Tardé más de lo normal en completar el circuito porque no dejaba de subir y bajar de las dunas más cercanas para controlar los accesos. En ningún momento vi nada. Las cabezas en lo alto de los Postes de Sacrificio estaban en buen estado. Tuve que cambiar un par de cabezas de ratones, pero eso fue todo. Las otras cabezas y las cintas que hondeaban al viento estaban intactas. Encontré una gaviota muerta en la ladera de sotavento de una duna, al otro lado del centro de la isla. Me llevé la cabeza y enterré el resto del pájaro cerca de un Poste. Metí la cabeza, que ya empezaba a oler, en una bolsa de plástico que introduje a su vez en la Bolsa de Cabezas junto con las que tenía ya secas.
Oí, y después vi, unos pájaros que levantaron el vuelo; alguien se acercaba por el camino, pero sabía que era la señora Clamp. Subí a lo alto de una duna para comprobarlo y la divisé pedaleando por el puente en su vieja bicicleta de reparto. Cuando desapareció detrás de la duna que hay delante de la casa le eché otro vistazo a los prados y las dunas que hay más allá, pero no vi nada, tan solo ovejas y gaviotas. En el vertedero se distinguía una humareda y en ese momento pude oír el monótono traqueteo de una máquina de diesel por la vía férrea. El cielo seguía nublado, pero luminoso, y el viento pegajoso e inestable. En alta mar se podían distinguir esquirlas doradas por el sol cerca del horizonte, donde el agua relampagueaba bajo los claros de las nubes; pero estaban lejos, muy lejos.

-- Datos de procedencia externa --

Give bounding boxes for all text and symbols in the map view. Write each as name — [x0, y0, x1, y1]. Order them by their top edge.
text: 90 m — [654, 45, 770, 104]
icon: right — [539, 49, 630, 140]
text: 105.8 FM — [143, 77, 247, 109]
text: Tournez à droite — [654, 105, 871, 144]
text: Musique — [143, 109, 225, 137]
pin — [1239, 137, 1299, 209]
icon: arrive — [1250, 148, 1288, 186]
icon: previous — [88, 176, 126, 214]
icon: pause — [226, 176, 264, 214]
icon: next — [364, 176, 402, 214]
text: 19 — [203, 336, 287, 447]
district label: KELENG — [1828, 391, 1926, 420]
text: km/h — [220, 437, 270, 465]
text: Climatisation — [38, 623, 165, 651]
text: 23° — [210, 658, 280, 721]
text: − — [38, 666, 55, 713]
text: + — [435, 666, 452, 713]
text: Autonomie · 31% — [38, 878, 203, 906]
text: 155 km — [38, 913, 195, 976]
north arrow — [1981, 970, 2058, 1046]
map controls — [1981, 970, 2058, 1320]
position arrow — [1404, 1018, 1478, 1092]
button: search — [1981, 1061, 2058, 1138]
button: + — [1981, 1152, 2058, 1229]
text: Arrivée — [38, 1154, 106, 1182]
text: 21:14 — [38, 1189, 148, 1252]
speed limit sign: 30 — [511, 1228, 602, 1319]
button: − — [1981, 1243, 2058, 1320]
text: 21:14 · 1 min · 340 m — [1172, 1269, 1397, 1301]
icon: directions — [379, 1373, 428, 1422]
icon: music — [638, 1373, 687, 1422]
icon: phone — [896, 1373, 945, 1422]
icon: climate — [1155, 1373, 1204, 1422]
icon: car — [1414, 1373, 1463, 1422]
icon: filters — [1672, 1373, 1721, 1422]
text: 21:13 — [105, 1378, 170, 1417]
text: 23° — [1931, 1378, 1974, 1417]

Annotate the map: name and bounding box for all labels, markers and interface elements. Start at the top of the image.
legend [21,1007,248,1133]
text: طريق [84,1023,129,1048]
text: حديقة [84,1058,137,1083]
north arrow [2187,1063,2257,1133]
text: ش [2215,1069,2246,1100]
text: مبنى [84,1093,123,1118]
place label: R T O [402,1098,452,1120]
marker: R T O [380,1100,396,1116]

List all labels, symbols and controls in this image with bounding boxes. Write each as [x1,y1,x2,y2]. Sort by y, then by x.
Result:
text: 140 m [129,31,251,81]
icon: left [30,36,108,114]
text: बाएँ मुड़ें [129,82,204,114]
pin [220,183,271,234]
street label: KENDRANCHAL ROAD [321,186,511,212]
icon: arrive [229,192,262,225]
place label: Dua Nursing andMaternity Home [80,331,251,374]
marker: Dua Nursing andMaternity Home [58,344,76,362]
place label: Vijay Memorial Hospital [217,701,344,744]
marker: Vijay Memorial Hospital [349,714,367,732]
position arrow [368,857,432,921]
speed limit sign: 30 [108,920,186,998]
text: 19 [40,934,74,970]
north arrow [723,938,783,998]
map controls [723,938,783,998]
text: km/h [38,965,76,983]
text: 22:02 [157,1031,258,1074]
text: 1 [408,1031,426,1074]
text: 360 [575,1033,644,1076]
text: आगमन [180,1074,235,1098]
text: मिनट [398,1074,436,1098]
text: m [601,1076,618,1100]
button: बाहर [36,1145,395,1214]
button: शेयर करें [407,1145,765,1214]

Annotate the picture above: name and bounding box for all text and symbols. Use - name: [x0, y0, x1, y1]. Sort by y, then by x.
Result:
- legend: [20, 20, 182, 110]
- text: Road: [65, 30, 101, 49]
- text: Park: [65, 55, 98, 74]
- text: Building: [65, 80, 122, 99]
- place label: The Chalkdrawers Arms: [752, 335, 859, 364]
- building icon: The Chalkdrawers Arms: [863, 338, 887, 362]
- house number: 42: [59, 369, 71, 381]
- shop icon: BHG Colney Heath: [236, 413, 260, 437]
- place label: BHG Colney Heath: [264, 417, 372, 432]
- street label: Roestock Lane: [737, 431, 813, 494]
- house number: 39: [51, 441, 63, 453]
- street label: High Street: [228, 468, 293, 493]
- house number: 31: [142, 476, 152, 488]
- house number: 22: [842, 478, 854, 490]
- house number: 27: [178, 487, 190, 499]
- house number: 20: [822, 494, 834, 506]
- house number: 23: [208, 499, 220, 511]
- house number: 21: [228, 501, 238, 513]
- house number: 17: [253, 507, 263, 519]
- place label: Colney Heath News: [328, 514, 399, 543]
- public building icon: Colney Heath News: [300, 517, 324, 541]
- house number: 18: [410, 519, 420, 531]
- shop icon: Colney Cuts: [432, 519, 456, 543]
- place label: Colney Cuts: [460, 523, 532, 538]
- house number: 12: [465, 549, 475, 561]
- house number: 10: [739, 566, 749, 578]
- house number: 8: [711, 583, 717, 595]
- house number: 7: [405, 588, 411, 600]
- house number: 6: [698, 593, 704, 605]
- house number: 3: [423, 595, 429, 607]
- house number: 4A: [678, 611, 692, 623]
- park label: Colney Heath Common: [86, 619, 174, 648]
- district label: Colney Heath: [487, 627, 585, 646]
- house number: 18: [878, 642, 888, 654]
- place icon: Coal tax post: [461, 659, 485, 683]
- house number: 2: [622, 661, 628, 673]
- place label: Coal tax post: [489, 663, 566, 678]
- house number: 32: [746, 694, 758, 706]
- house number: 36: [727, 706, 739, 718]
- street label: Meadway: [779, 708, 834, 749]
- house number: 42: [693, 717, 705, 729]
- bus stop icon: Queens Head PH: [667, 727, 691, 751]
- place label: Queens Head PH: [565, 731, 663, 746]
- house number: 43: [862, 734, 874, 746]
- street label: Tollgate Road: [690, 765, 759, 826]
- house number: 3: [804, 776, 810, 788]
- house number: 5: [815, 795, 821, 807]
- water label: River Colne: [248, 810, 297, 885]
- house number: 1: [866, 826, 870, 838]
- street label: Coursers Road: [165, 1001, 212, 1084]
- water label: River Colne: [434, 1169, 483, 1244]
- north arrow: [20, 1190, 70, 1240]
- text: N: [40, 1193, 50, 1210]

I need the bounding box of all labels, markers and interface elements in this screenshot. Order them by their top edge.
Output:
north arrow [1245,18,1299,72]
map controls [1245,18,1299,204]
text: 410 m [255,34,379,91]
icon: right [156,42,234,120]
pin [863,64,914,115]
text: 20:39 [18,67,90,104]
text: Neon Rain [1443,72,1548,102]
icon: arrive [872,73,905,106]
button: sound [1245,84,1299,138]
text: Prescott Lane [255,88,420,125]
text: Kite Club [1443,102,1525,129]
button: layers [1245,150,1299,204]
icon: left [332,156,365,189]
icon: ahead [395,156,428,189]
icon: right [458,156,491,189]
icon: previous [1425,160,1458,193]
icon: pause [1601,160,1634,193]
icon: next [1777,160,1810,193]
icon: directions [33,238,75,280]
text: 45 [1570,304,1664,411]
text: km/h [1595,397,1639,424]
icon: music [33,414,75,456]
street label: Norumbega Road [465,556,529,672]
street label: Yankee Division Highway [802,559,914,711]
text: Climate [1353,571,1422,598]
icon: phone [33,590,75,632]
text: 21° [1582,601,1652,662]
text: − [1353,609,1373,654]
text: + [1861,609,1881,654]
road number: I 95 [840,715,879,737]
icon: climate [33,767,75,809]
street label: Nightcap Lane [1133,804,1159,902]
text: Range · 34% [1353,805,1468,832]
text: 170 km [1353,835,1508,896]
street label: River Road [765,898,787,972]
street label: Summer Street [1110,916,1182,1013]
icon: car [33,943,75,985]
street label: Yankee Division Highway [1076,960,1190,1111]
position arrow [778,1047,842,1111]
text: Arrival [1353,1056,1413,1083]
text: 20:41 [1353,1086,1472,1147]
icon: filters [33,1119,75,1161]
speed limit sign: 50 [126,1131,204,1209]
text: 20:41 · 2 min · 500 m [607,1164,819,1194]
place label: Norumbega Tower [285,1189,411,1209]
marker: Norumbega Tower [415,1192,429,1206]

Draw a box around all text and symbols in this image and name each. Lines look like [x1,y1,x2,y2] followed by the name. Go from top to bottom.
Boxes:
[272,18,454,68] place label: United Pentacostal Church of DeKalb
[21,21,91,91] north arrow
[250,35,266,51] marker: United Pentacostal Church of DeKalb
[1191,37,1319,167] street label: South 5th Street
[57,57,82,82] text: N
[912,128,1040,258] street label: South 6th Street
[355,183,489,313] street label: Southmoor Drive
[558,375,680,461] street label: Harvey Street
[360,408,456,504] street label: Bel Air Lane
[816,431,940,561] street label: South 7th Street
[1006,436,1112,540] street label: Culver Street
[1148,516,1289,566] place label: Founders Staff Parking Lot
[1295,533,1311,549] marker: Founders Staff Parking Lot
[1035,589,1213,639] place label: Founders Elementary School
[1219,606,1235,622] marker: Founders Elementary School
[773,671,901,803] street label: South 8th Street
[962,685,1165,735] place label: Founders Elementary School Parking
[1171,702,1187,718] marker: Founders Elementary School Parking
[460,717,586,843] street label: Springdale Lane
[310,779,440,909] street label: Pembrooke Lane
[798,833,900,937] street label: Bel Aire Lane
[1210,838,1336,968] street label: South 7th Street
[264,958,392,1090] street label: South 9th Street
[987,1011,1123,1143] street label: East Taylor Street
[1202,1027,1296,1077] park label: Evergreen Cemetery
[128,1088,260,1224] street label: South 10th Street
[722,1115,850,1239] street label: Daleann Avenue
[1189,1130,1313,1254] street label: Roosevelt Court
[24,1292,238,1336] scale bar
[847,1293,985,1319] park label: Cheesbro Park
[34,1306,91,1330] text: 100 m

Terminé la ronda de los Postes de Sacrificio y después me pasé como media hora cerca del viejo cabrestante dedicado tranquilamente a probar mi puntería. Coloqué unas cuantas latas sobre la vieja carcasa oxidada del tambor, me aparté unos treinta metros y las derribé todas con mi tirachinas, utilizando únicamente tres bolas de acero adicionales. Cuando recuperé todas las bolas de rodamientos excepto una volví a colocar las latas en su sitio, regresé a mi posición y lancé piedras a las latas, aunque esta vez tuve que tirar catorce pedradas hasta que las derribé todas. Acabé lanzando el cuchillo al tronco de un árbol que hay junto al viejo cercado de las ovejas y comprobé con satisfacción que calculaba bastante bien el número de vueltas que daba en el aire antes de clavarse en el mismo lugar de aquella corteza tan descascarillada.
Al volver a casa me lavé, me cambié de camisa y aparecí en la cocina a tiempo para que la señora Clamp me sirviera el primer plato que, no sé por qué extraña razón, era un caldo humeante. Lo abaniqué con una rebanada de suave pan blanco mientras la señora Clamp se inclinaba sobre su cuenco y sorbía ruidosamente al tiempo que mi padre desmigajaba pan integral, como si fueran virutas de madera, en su plato.
—¿Y cómo está usted, señora Clamp? —le pregunté cortés.